[Dataset entries]
Segment Open
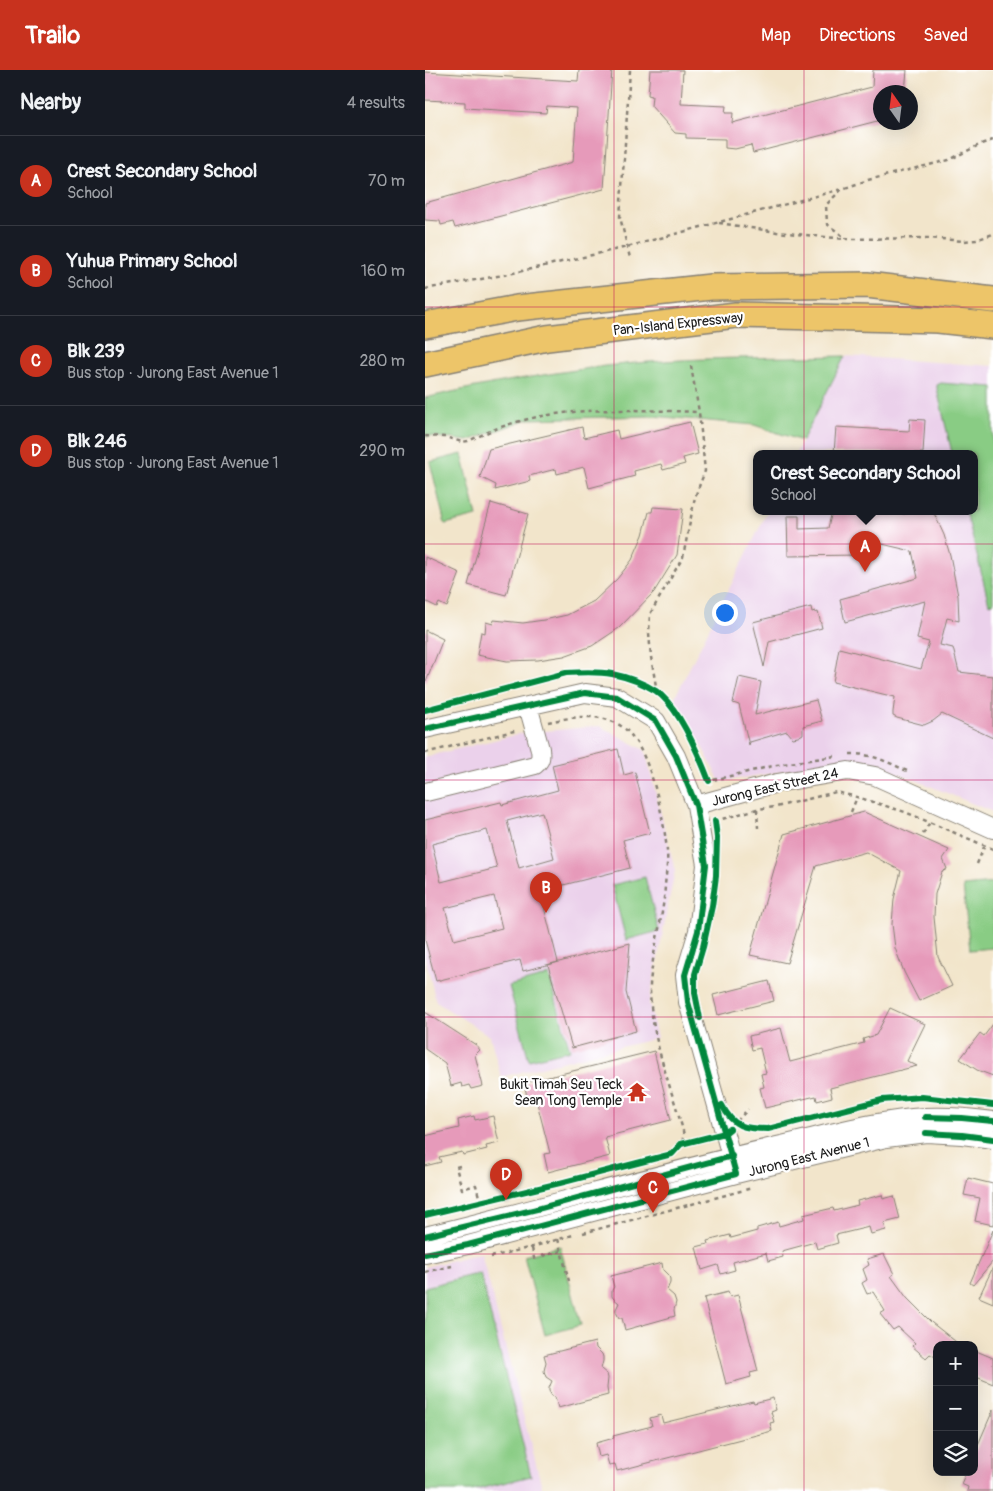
<!DOCTYPE html>
<html lang="en">
<head>
<meta charset="utf-8">
<style>
	body { margin:0; font-family:Pangolin,sans-serif; background:#242831; color:#f1f3f6 }
	.controls { position:absolute; right:15px; bottom:15px; display:grid; overflow:hidden; border-radius:10px; box-shadow:0 5px 20px #0002 }
	.controls button { width:45px; height:45px; display:grid; place-items:center; padding:0; border:0; border-bottom:1px solid #363941; background:#171b24; color:#f1f3f6; font:25px sans-serif }
	.compass { position:absolute; left:448px; top:15px; width:45px; height:45px; border-radius:50%; background:#171b24; box-shadow:0 5px 20px #0002; rotate:346deg }
	.you { position:absolute; left:299px; top:542px; width:18px; height:18px; margin:-12px; border:4px solid #fff; border-radius:50%; background:#1a73e8; box-shadow:0 0 0 8px #1a73e833 }
	.badge { display:grid; place-items:center; width:32px; height:32px; border-radius:50%; background:#c8321e; color:#fff; font-size:16px; font-weight:700 }
	.pin { position:absolute; translate:-50% -41px; filter:drop-shadow(0 1px 2px #0008) }
	.pin::after { content:''; position:absolute; top:26px; width:18px; height:15px; background:inherit; clip-path:polygon(0 0,100% 0,50% 100%) }
	.popup { position:absolute; left:328px; top:380px; width:225px; height:65px; box-sizing:border-box; display:grid; place-content:center; border-radius:10px; background:#171b24; filter:drop-shadow(0 1px 4px #0005); font-size:16px; white-space:nowrap; color:#9ea1a6 }
	.popup b { font-size:19px; color:#f1f3f6 }
	.popup::after { content:''; position:absolute; left:50%; top:100%; margin-left:-10px; border:10px solid transparent; border-top-color:#171b24 }
	.list { margin:0; padding:0; list-style:none }
	h2 { display:flex; justify-content:space-between; align-items:center; height:65px; margin:0; padding:0 20px; font-size:21px }
	h2 small { font-size:16px; font-weight:400; color:#9ea1a6 }
	.list li { display:grid; grid-template-columns:32px 1fr auto; gap:15px; align-items:center; box-sizing:border-box; height:90px; padding:0 20px; border-top:1px solid #363941 }
	.list b { display:block; font-size:19px; white-space:nowrap }
	.list p { margin:0; font-size:16px; white-space:nowrap; color:#9ea1a6 }
	.list em { font-size:16px; font-style:normal; color:#9ea1a6 }
	.icon { flex:none; width:28px; height:28px; fill:none; stroke:currentColor; stroke-width:2; stroke-linecap:round; stroke-linejoin:round }
	.map { position:relative; flex:none; width:568px; height:1421px; overflow:hidden }
	header { display:flex; align-items:center; gap:30px; box-sizing:border-box; height:70px; padding:0 25px; background:#c8321e; color:#fff }
	header strong { font-size:24px }
	nav { display:flex; gap:28px; margin-inline-start:auto; font-size:18px }
	main { display:flex }
	aside { flex:1; background:#171b24 }
	.map>svg:first-child { display:block }
	.built { fill:#ebd1eb }
	.green { fill:#89cc84; stroke:#527450 }
	.building { fill:#e69aba; fill-rule:evenodd }
	.lines { fill:none; stroke-linecap:round; stroke-linejoin:round }
	.minor-casing { stroke:#878074; stroke-width:20 }
	.highway-casing { stroke:#878074; stroke-width:28 }
	.path { stroke:#878074; stroke-width:2.5; stroke-dasharray:4 4; stroke-linecap:butt }
	.minor { stroke:#fff; stroke-width:18 }
	.highway { stroke:#edc569; stroke-width:25 }
	.cycleway-casing { stroke:#fff; stroke-width:9 }
	.cycleway { stroke:#00873e; stroke-width:6 }
	.grid { fill:none; stroke:#c2185b; stroke-width:1; stroke-opacity:0.55 }
	.labels { text-anchor:middle; dominant-baseline:central; stroke-width:4.5; stroke-linejoin:round; paint-order:stroke }
	.street-label { font-size:14px; fill:#1c1c1c; stroke:#fff }
	.poi-label { font-size:14px; fill:#1c1c1c; stroke:#fff; text-anchor:end }
</style>
</head>
<body>
<header>
<strong>Trailo</strong>
<nav><a>Map</a><a>Directions</a><a>Saved</a></nav>
</header>
<main>
<aside>
<h2>Nearby<small>4 results</small></h2>
<ul class="list">
<li><span class="badge">A</span><div><b>Crest Secondary School</b><p>School</p></div><em>70 m</em></li>
<li><span class="badge">B</span><div><b>Yuhua Primary School</b><p>School</p></div><em>160 m</em></li>
<li><span class="badge">C</span><div><b>Blk 239</b><p>Bus stop · Jurong East Avenue 1</p></div><em>280 m</em></li>
<li><span class="badge">D</span><div><b>Blk 246</b><p>Bus stop · Jurong East Avenue 1</p></div><em>290 m</em></li>
</ul>
</aside>
<div class="map">
<svg width="568" height="1421" viewBox="0 0 568 1421">
	<rect width="100%" height="100%" fill="#fff"/>
	<filter id="ink" filterUnits="userSpaceOnUse"><feTurbulence type="fractalNoise" baseFrequency=".02" numOctaves="2"/><feDisplacementMap in="SourceGraphic" scale="10" xChannelSelector="R" yChannelSelector="G"/><feConvolveMatrix kernelMatrix="1 2 1 2 8 2 1 2 1" color-interpolation-filters="sRGB"/></filter>
	<filter id="wash" filterUnits="userSpaceOnUse"><feTurbulence type="fractalNoise" baseFrequency=".0096" numOctaves="4" result="noise"/><feDisplacementMap in="SourceGraphic" scale="20" xChannelSelector="R" yChannelSelector="G"/><feGaussianBlur stdDeviation="1.12" result="paint"/><feColorMatrix in="noise" values="0 0 0 0 0 0 0 0 0 0 0 0 0 0 0 0 0 1.4 0 .05"/><feComposite in="paint" operator="in"/></filter>
	<g filter="url(#wash)">
		<rect width="100%" height="100%" fill="#f2e5cb"/>
		<path class="built" d="M420,286L568,296V742L478,705L424,690L295,712L273,669L247,633L343,441H549V383H371Z
			M175,656L220,680L250,800L224,933L232,968L76,1007L65,966L11,932L0,886V687L98,663Z
			M56,1183L118,1421H0V1197Z"/>
		<path class="green" d="M420,286L377,371L329,355L228,346L103,349L43,371L6,366L0,367V328C59,314 120,304 180,296C259,287 340,288 420,286Z
			M516,313L568,317V533L564,534L541,441H549V383H527L512,319V315Z
			M37,384L52,446L20,454L5,392Z
			M220,807L234,861L201,870L187,815Z
			M568,813V878L545,880L538,816Z
			M124,905L145,980L104,990L84,916Z
			M135,1176L156,1255L120,1265L99,1186Z
			M55,1203L106,1406L46,1421H0V1217Z"/>
		<g id="blocks">
			<path class="building" d="M154,0H187L179,119L30,158L28,152L16,155L15,151L0,150V133L148,92L152,38L122,36L121,43L40,38V32L0,30V2L153,11Z
				M225,0H258L256,34L301,36L300,43H308L307,53L447,17L448,0H482L480,22H456V50L328,83L326,75L310,79L300,78V69L261,68V64L250,63L226,36L227,26L223,25Z
				M485,349L500,350L498,383H409L411,357L484,361Z
				M265,352L273,384L258,388L260,394L238,400L236,394L209,401L210,406L164,418L159,397L132,404L131,399L104,406L105,411L70,420L71,415L55,407L64,379L157,357L159,368L192,360L194,369Z
				M66,433L103,444L81,525L43,515Z
				M228,437L258,439L252,485L229,522L194,558L167,576L139,586L113,590L82,591L52,585L56,562L60,563L61,552L68,554L69,550L98,553L119,550L142,545L169,531L192,509L207,490L218,465L224,442H227Z
				M407,441H468L479,444L491,441H508L519,465L525,485L533,526L534,551L522,548L515,575L528,578L534,602L568,606V668L517,644L508,651L499,655L472,648L468,646V642L470,627L408,612L414,578L496,599L504,572L492,569L500,531L420,552L415,529L493,508L487,481L444,471L433,479L434,485L363,486L362,446H374V459L403,458Z
				M0,487L35,503L22,537L14,533L12,537L0,531Z
				M386,537L387,542L390,541V543L393,542L397,558L344,572L339,597L328,552Z
				M0,560L18,569L1,612H0Z
				M314,607L336,612L330,645L391,630L397,651L378,656V664L373,667L368,668L362,661L325,672L324,675L314,635L308,633Z
				M193,679L199,705L210,702L225,763L198,770L205,798L115,821L133,892L98,901L95,890L11,911L0,870V750L76,732L77,735L133,720L127,695ZM117,742L129,788L94,798L82,751ZM62,760L72,798L16,812L7,774ZM69,826L77,858L29,870L20,838Z
				M439,742L524,780L518,789L522,799L517,802L510,824L509,847L513,887L527,916L494,931L479,902L470,878L467,854L469,829L476,801L441,782L391,796L362,893L325,885L359,764Z
				M205,873L201,922L211,961L147,978L123,895Z
				M344,911L349,931L293,945L288,925Z
				M465,938L500,954L482,991L492,996L405,1018L407,1027L392,1031L391,1026L340,1038L335,1018L339,1017L336,1004L341,1003L335,978L327,980L324,966L356,958L365,992L439,973L438,969L451,965Z
				M0,942L51,975L55,980L50,985L58,1016L46,1019L44,1015L37,1017L36,1013L26,1016L20,993L0,979Z
				M568,954V1006L552,1000L535,989L555,963L559,966Z
				M229,981L246,1050L180,1067L185,1086L123,1102L119,1084L125,1083L111,1029L103,1031L99,1013Z
				M49,1046L50,1050L68,1046L74,1073L61,1076L62,1079L38,1085L37,1082L14,1087L16,1092L0,1096V1066L34,1058L33,1050Z
				M543,1108L568,1114V1155L550,1151L555,1128L539,1125Z
				M457,1125L458,1129L469,1126L475,1149L459,1153L461,1160L446,1164L444,1157L411,1165L413,1173L392,1179L390,1172L357,1181L358,1187L343,1191L341,1183L308,1192L310,1200L296,1204L293,1195L277,1200L271,1177L283,1174L282,1171L305,1165L306,1168L332,1161V1158L353,1152L354,1156L379,1149L378,1145L408,1138L409,1141L433,1135L432,1131Z
				M568,1160V1191L548,1215L545,1213Z
				M459,1184L469,1204L466,1206L482,1228L507,1253L535,1275H512V1288L505,1284L501,1288L487,1276L490,1273L473,1257L468,1260L455,1244L460,1241L448,1222L442,1224L437,1213L442,1210L438,1199L444,1195L442,1189Z
				M237,1193L238,1200L244,1206L245,1209V1213L242,1220L249,1226L251,1232L249,1240L250,1246L200,1260L197,1248H194L191,1242V1239L194,1233L188,1228L187,1226V1220L189,1217L186,1206Z
				M568,1197V1233L554,1227Z
				M303,1222L305,1227L313,1225L333,1301L325,1303L326,1307L301,1314L279,1228Z
				M170,1272L171,1278L177,1284L178,1287V1291L176,1299L182,1304L183,1308L182,1318L183,1325L133,1338L130,1327L127,1326L124,1321V1318L127,1311L121,1307L119,1301L121,1292L119,1285Z
				M549,1280L568,1288V1314L549,1306Z
				M348,1328L351,1340L346,1342L349,1352L345,1353L347,1361L192,1401L190,1394L184,1395L181,1385L174,1387L171,1373L189,1368L188,1366L227,1356L225,1348L236,1345L238,1353L328,1331L329,1333Z
				M568,1340V1421H542L543,1417L536,1414L541,1402H549V1384Z"/>
		</g>
	</g>
	<g filter="url(#ink)">
		<use href="#blocks" fill-opacity="0" stroke="#878074" stroke-width="1"/>
		<g class="lines">
			<defs>
				<path id="minor" d="M0,659L160,623L192,627L231,651L251,686L271,735L281,795L273,861L260,905L263,932L311,1104
					M1,722L110,695C116,690 116,687 115,679L103,636
					M271,735L352,713L423,701L450,706L568,759
					M0,1166C118,1138 234,1103 352,1076C401,1065 450,1050 500,1047C523,1046 546,1048 568,1051
					M0,1184L43,1175L311,1104L461,1068L501,1063L537,1065L568,1069"/>
				<path id="highway" d="M0,255L92,238L286,217L442,215L568,230
					M0,294L122,268L311,245L513,250L568,256"/>
			</defs>
			<use href="#minor" class="minor-casing"/>
			<use href="#highway" class="highway-casing"/>
			<path class="path" d="M205,0L195,147L205,188
				M568,70L556,74L524,90L443,110L417,119L401,135L402,154L422,169L504,168L539,171L551,170L568,164
				M294,153L352,162L420,169
				M0,219L84,204L202,177L417,119
				M266,296L274,342L280,401L270,427L258,487L225,544L224,563L226,587L232,622L246,637L259,657L273,681L284,711L352,695L410,686
				M0,366L20,367L37,372L43,371C55,366 66,360 79,356C139,335 211,340 274,342
				M123,652C147,647 174,642 196,656C225,674 239,749 242,781C243,792 241,804 240,815C239,840 232,865 228,890C227,899 225,908 225,917C225,965 244,1011 257,1057L259,1065L256,1074
				M0,683L93,660
				M425,684C446,683 465,693 484,702
				M332,739L333,758
				M426,742L432,727
				M290,751L332,739L351,737L411,722L432,727L480,742L568,779
				M498,764L505,752
				M552,794L559,777
				M312,1051L323,1039
				M247,1084L256,1074L285,1067
				M35,1096L31,1097L37,1119L51,1115L55,1131
				M158,1163L327,1118
				M133,1169L144,1211
				M107,1178L110,1193
				M117,1186L136,1181
				M66,1187L107,1177L148,1165
				M0,1202L27,1196"/>
			<use href="#minor" class="minor"/>
			<use href="#highway" class="highway"/>
			<defs>
				<path id="cycleway" d="M0,640L141,603C156,602 172,601 187,604C202,607 218,613 231,621C254,637 274,685 284,711
					M0,659L160,623L192,627L231,651L251,686L271,735L281,795L273,861L260,905L263,932L311,1104L43,1175L0,1184
					M275,948L270,923V904L278,877L287,836L291,806L292,768L290,751
					M297,1035C308,1057 319,1059 343,1059L457,1030L497,1027L568,1035
					M500,1047L537,1048L568,1051
					M501,1063L537,1065L568,1069
					M0,1145L135,1113L247,1084L256,1074L300,1063L305,1059
					M0,1166L116,1138L307,1086"/>
			</defs>
			<use href="#cycleway" class="cycleway-casing"/>
			<use href="#cycleway" class="cycleway"/>
		</g>
	</g>
	<path class="grid" d="M189,0V1421M379,0V1421M0,237H568M0,474H568M0,710H568M0,947H568M0,1184H568"/>
	<defs>
		<symbol id="temple-bare" viewBox="-9 -9 18 18"><path d="M0-6L5-2H3V0L6.5 2.5H4V6H1.5V3h-3V6H-4V2.5H-6.5L-3 0V-2H-5Z" fill="#c8321e" stroke="#fff" stroke-width="2.5" paint-order="stroke"/></symbol>
	</defs>
	<g fill-rule="evenodd">
		<use href="#temple-bare" x="198" y="1008" width="28" height="28"/>
	</g>
	<g class="labels">
		<g class="street-label">
			<text transform="translate(253 254) rotate(-6)">Pan-Island Expressway</text>
			<text transform="translate(350 717) rotate(-13)">Jurong East Street 24</text>
			<text transform="translate(384 1087) rotate(-14)">Jurong East Avenue 1</text>
		</g>
		<g class="poi-label">
			<text x="197" y="1014">Bukit Timah Seu Teck<tspan x="197" dy="16">Sean Tong Temple</tspan></text>
		</g>
	</g>
</svg>
<div class="controls">
<button>+</button>
<button>−</button>
<button><svg class="icon" aria-label="layers" viewBox="0 0 24 24"><path d="M12 4l9 5-9 5-9-5zM3 14l9 5 9-5"/></svg></button>
</div>
<svg class="compass" viewBox="-18 -18 36 36"><path d="M0-13l5 13h-10z" fill="#e53935"/><path d="M0 13l5-13h-10z" fill="#9ea1a6"/></svg>
<div class="you"></div>
<div class="pin badge" style="left:440px;top:502px">A</div>
<div class="popup"><b>Crest Secondary School</b>School</div>
<div class="pin badge" style="left:121px;top:843px">B</div>
<div class="pin badge" style="left:228px;top:1143px">C</div>
<div class="pin badge" style="left:81px;top:1130px">D</div>
</div>
</main>
</body>
</html>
Segment Closed
#### Assignment
Every line above that holds the string "weight" should be copied into the answer.

#### Problem solution
	.badge { display:grid; place-items:center; width:32px; height:32px; border-radius:50%; background:#c8321e; color:#fff; font-size:16px; font-weight:700 }
	h2 small { font-size:16px; font-weight:400; color:#9ea1a6 }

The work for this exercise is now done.